St. Cecilia was the 19th school that the minister and a small team including representatives from two marketing agencies have hit in less than three months, touching thousands of lives.

The team encourages teachers and staff to help students identify a project, take and post before and after pictures and maintain a strong social media presence as they undertake their goal and transform a space.

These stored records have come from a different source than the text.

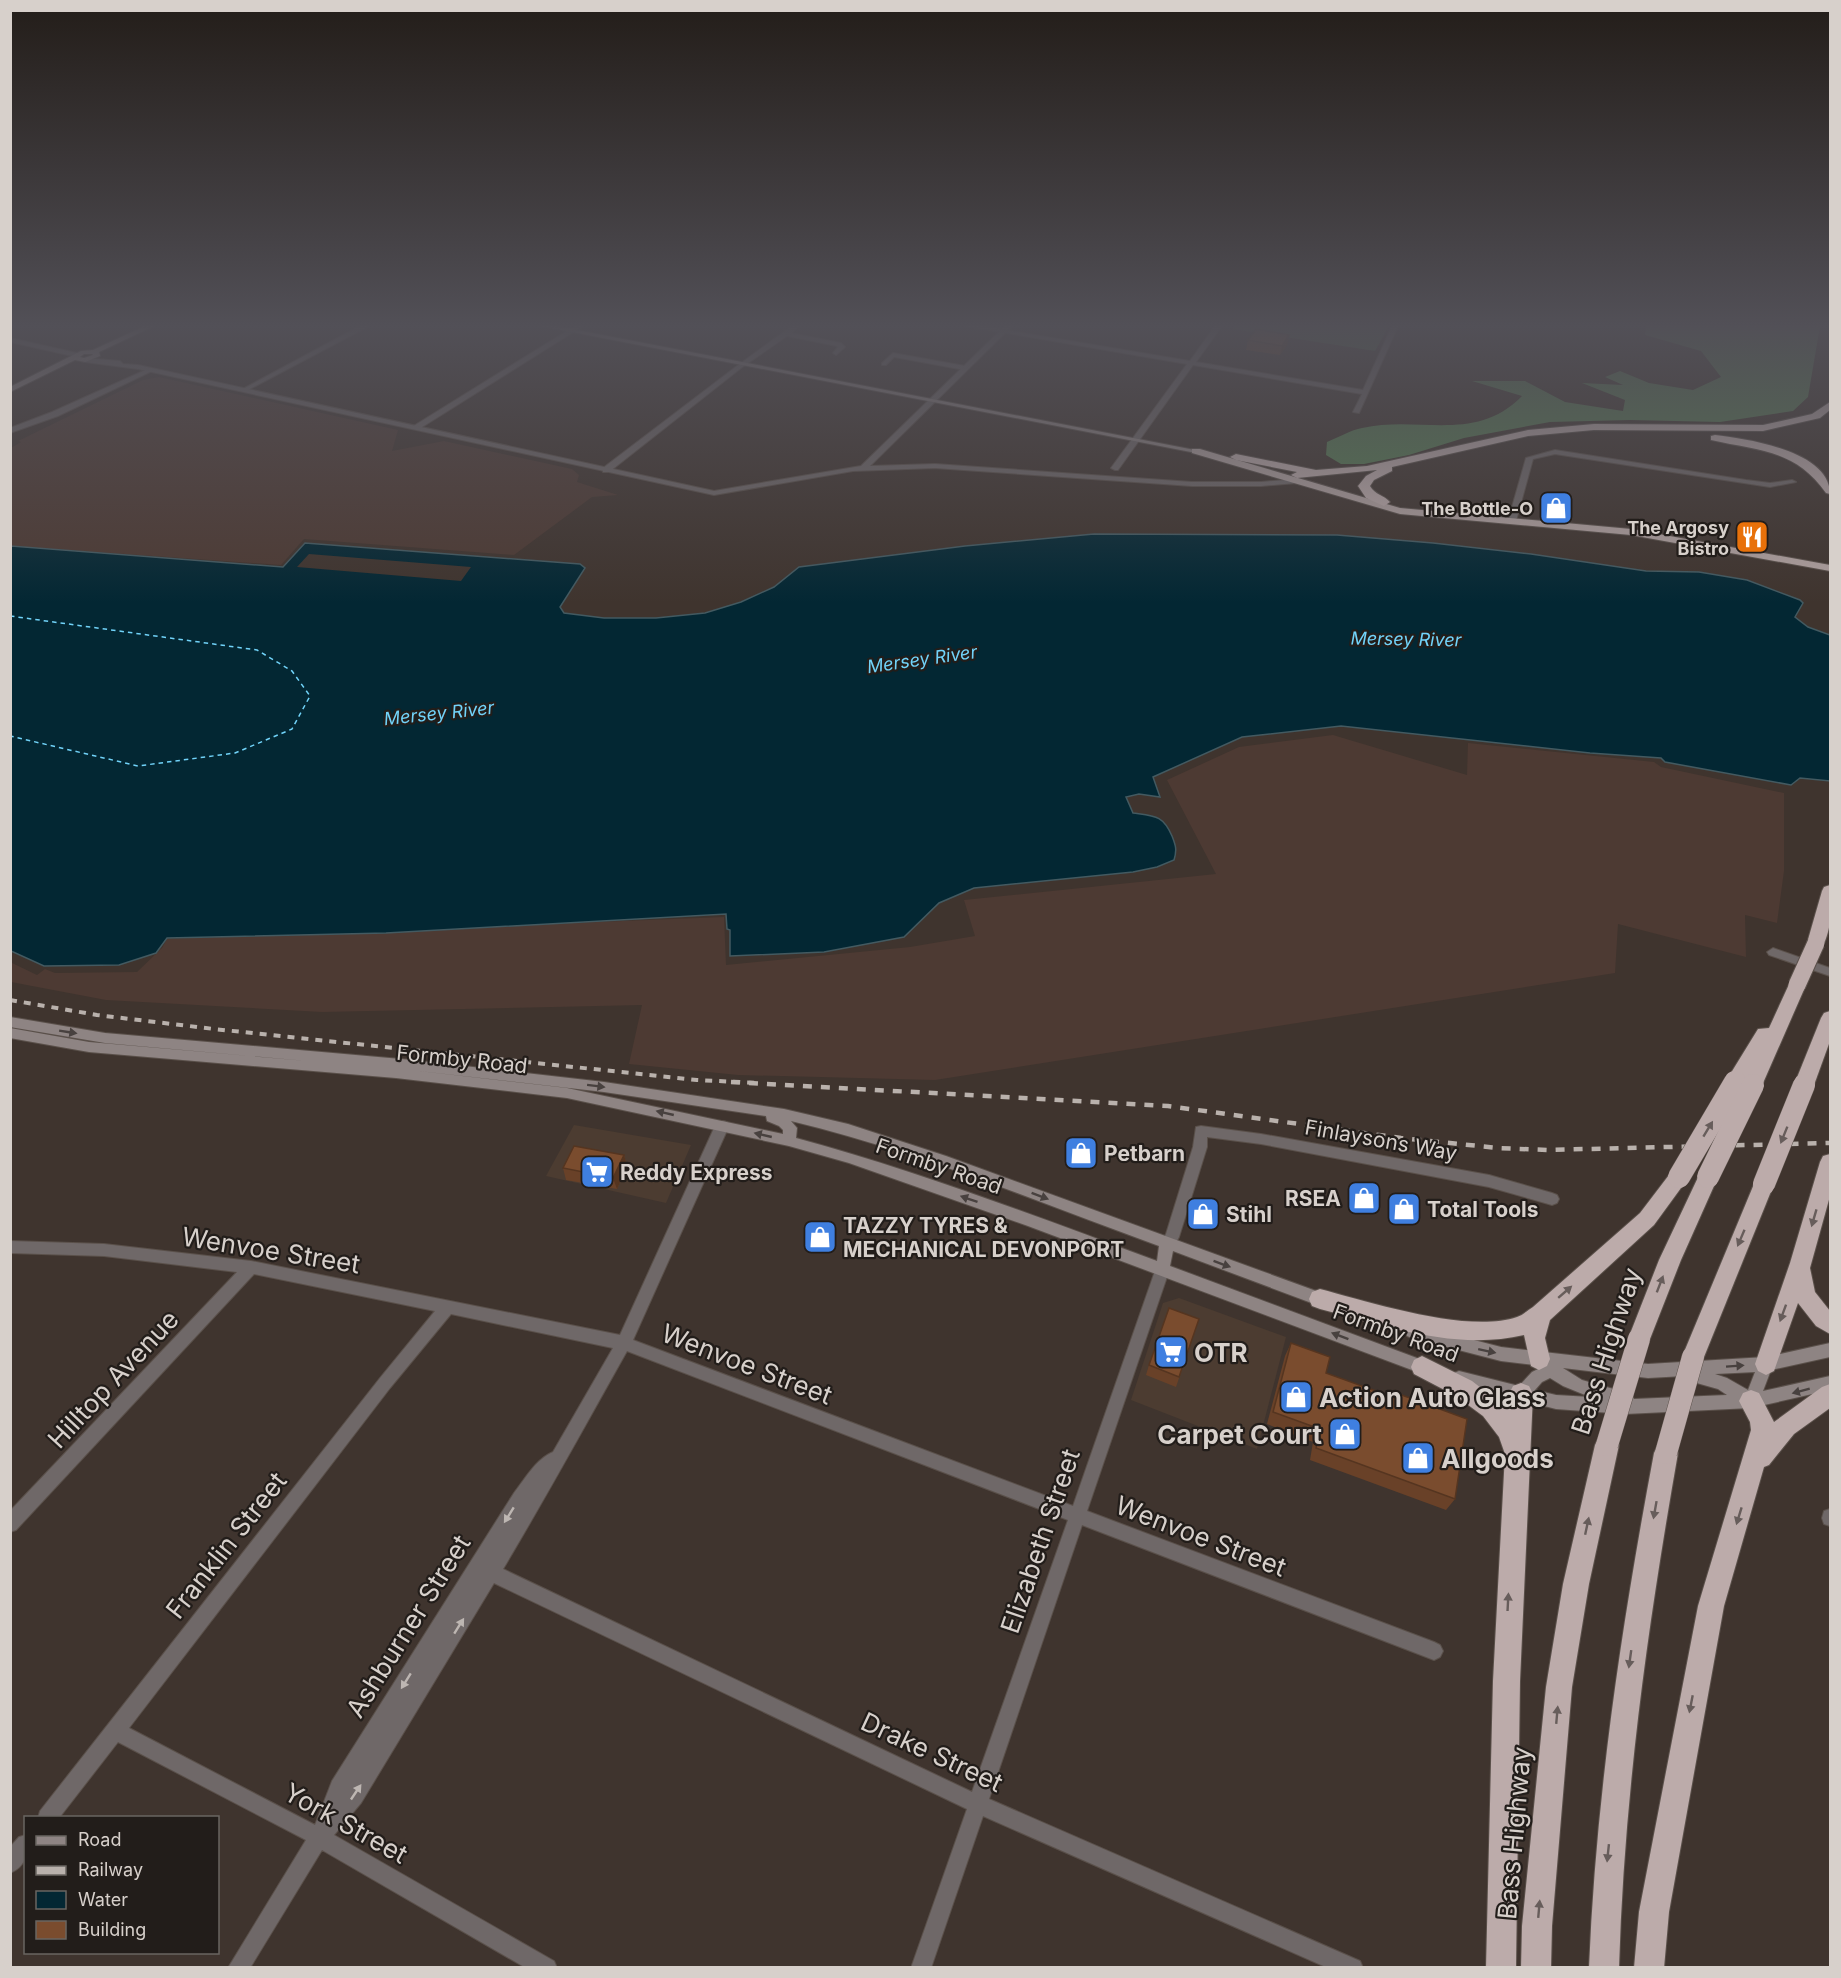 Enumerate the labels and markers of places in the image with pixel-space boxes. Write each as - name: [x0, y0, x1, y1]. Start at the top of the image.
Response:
- shop icon: The Bottle-O: [1538, 490, 1574, 526]
- place label: The Bottle-O: [1421, 498, 1533, 519]
- place label: The Argosy Bistro: [1627, 517, 1729, 559]
- restaurant icon: The Argosy Bistro: [1734, 519, 1770, 555]
- shop icon: Petbarn: [1063, 1135, 1099, 1171]
- place label: Petbarn: [1104, 1141, 1185, 1166]
- supermarket icon: Reddy Express: [579, 1154, 615, 1190]
- place label: Reddy Express: [620, 1160, 773, 1185]
- shop icon: RSEA: [1346, 1180, 1382, 1216]
- place label: RSEA: [1285, 1186, 1341, 1211]
- shop icon: Total Tools: [1386, 1191, 1422, 1227]
- shop icon: Stihl: [1185, 1196, 1221, 1232]
- place label: Total Tools: [1427, 1197, 1539, 1222]
- place label: Stihl: [1226, 1202, 1272, 1227]
- place label: TAZZY TYRES & MECHANICAL DEVONPORT: [843, 1213, 1124, 1262]
- shop icon: TAZZY TYRES & MECHANICAL DEVONPORT: [802, 1219, 838, 1255]
- supermarket icon: OTR: [1153, 1334, 1189, 1370]
- place label: OTR: [1194, 1337, 1248, 1368]
- shop icon: Action Auto Glass: [1278, 1379, 1314, 1415]
- place label: Action Auto Glass: [1319, 1382, 1546, 1413]
- shop icon: Carpet Court: [1327, 1416, 1363, 1452]
- place label: Carpet Court: [1157, 1419, 1322, 1450]
- shop icon: Allgoods: [1400, 1440, 1436, 1476]
- place label: Allgoods: [1441, 1443, 1554, 1474] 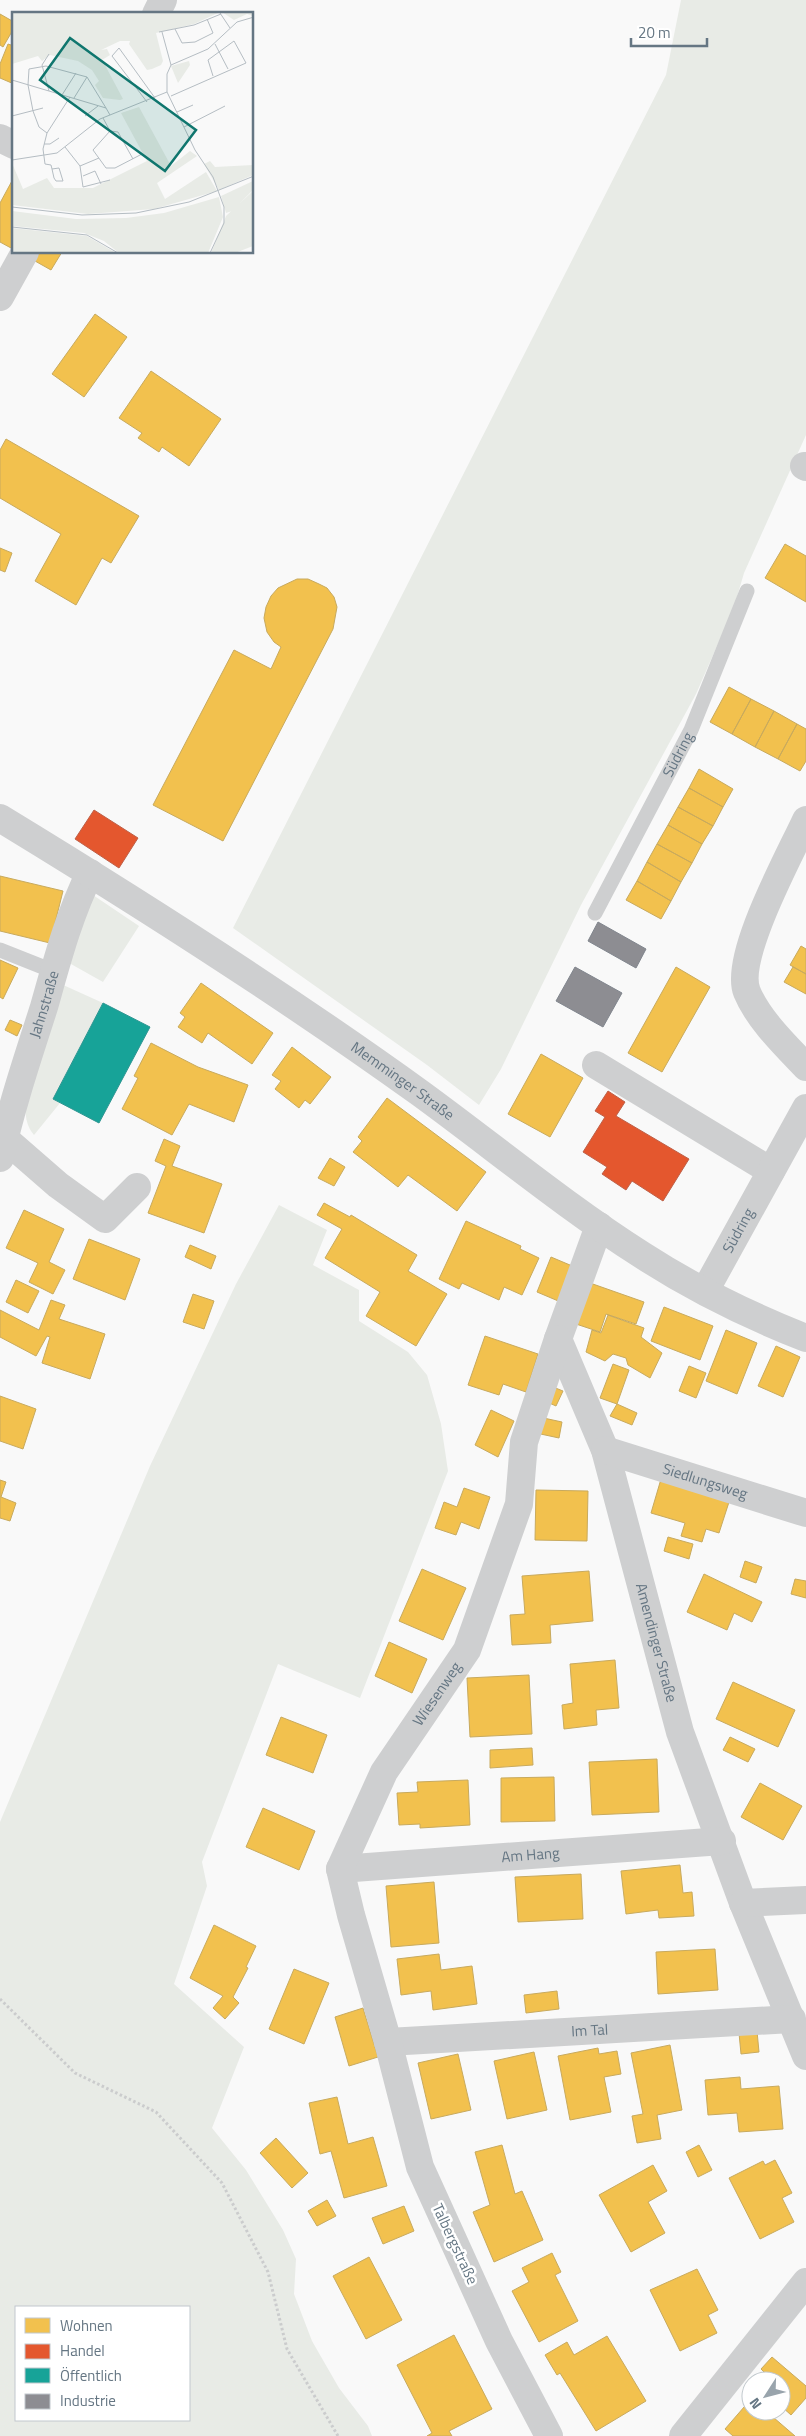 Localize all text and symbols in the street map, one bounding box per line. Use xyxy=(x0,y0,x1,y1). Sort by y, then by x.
inset map xyxy=(12,12,254,254)
scale bar xyxy=(631,15,707,47)
text: 20 m xyxy=(638,21,671,44)
street label: Südring xyxy=(656,727,699,781)
street label: Jahnstraße xyxy=(23,968,65,1041)
street label: Memminger Straße xyxy=(346,1036,459,1126)
street label: Südring xyxy=(716,1203,760,1257)
street label: Siedlungsweg xyxy=(660,1457,751,1505)
street label: Amendinger Straße xyxy=(630,1580,684,1705)
street label: Wiesenweg xyxy=(407,1657,467,1730)
street label: Am Hang xyxy=(501,1841,561,1868)
street label: Im Tal xyxy=(570,2017,609,2043)
street label: Talbergstraße xyxy=(427,2200,484,2288)
legend xyxy=(15,2306,190,2421)
text: Wohnen xyxy=(60,2314,113,2337)
text: Handel xyxy=(60,2339,105,2362)
text: Öffentlich xyxy=(60,2364,122,2387)
north arrow xyxy=(741,2371,791,2421)
text: Industrie xyxy=(60,2389,116,2412)
text: N xyxy=(744,2394,766,2414)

Ferreira also reminds students and teachers that cleaner places are safer spaces, noting that repeated research has shown where there is a lack of respect for the environment, abandoned vehicles, dirt and debris, there is more anger and aggression. That underlying safety message hits home, he says. “You can see it in their eyes.”

The campaign was created by the marketing and public relations firms of Barefoot Marketing, Grand Bahama, and Diane Phillips & Associates, Nassau. The agencies partnered reaching out to local heroes and community influencers, all of whom signed on without charge. They secured funding or in-kind services for radio, printing and other expenses from one dozen sponsors including Atlantis, AML Foods (Solomon’s) Bahamas Waste, Bahamas Wholesale Agencies (BWA), Commonwealth Brewery, Kelly’s Home Centre, Seaside Media, Subway, The Sign Man, Ministry of Education and Ministry of Tourism. The Tribune Media Group has been the platinum sponsor.

“We enlisted the support of athletes, entertainers and community leaders, stars and local celebrities who young people look up to,” said Ferreira. “When a Shaunae Miller-Uibo or Jonquel Jones or Buddy Hield are telling them it’s cool to be clean and litter-free or to slam dunk the junk, these little kids identify with it. If they see a sign with Olympic track star Chris ‘Fireman’ Brown saying “Pick up the pace and clean up the place,” they can relate. It’s important to get the message of cleanliness and responsibility for surroundings across to these kids when they are young so it becomes a practice, a way of life.” A YouTube video produced by the campaign features a couple in a car who toss a box out the car window and are caught by two small children who eyed the infraction, twirl, swirl and emerge in super hero capes and hand the litter back to the adults who promise, embarrassingly, never to litter again.

“We are excited about the next phase of #Be a Hero,” said Ferreira, pledging to announce the schedule for Family Island school visits shortly. The winning schools will become heroes with their images replacing those icons who faces and messages appear on bus benches, print ads and billboards all over the island.

Never too young to care – 10-year-old Elrine, a 6th grader at St. Francis de Sales Catholic School in Abaco, collected used plywood and created seven signs urging locals and visitors to keep South Abaco beaches clean. Sparked by interest from Family Islands, Minister of Environment & Housing Romauld ‘Romi’ Ferreira announced today the popular #Be A Hero clean, green and pristine campaign introduced in Nassau will go national February 1. Elrine is shown here presenting one of his signs to South Abaco Administrator Donald Rolle and Councilor Jacquelyn Estevez during a town hall meeting in Casuarina Point. 

Minister of Environment & Housing Romauld “Romi” Ferreira and team at St. Cecilia’s Catholic School where students had already started their own #BeAHero clean-up campaign, aiming to win the competition by keeping their school grounds, the neighbouring area and sections of Carmichael Road free of litter.

Caped crusader Olivia Hernandez-Cambridge, a sixth-grader at St. Cecilia’s Catholic School, champions the #BeAHero Clean, Green and Pristine campaign. She and her brother began a beach and street clean-up campaign on their own and made their own capes.

Let’s do it! Students at St. Cecilia’s Catholic School actively participate in the #BeAHero Clean, Green and Pristine campaign. Armed with protective gloves and hefty garbage bags, they took to the streets near the school to pick up trash and beautify their surroundings.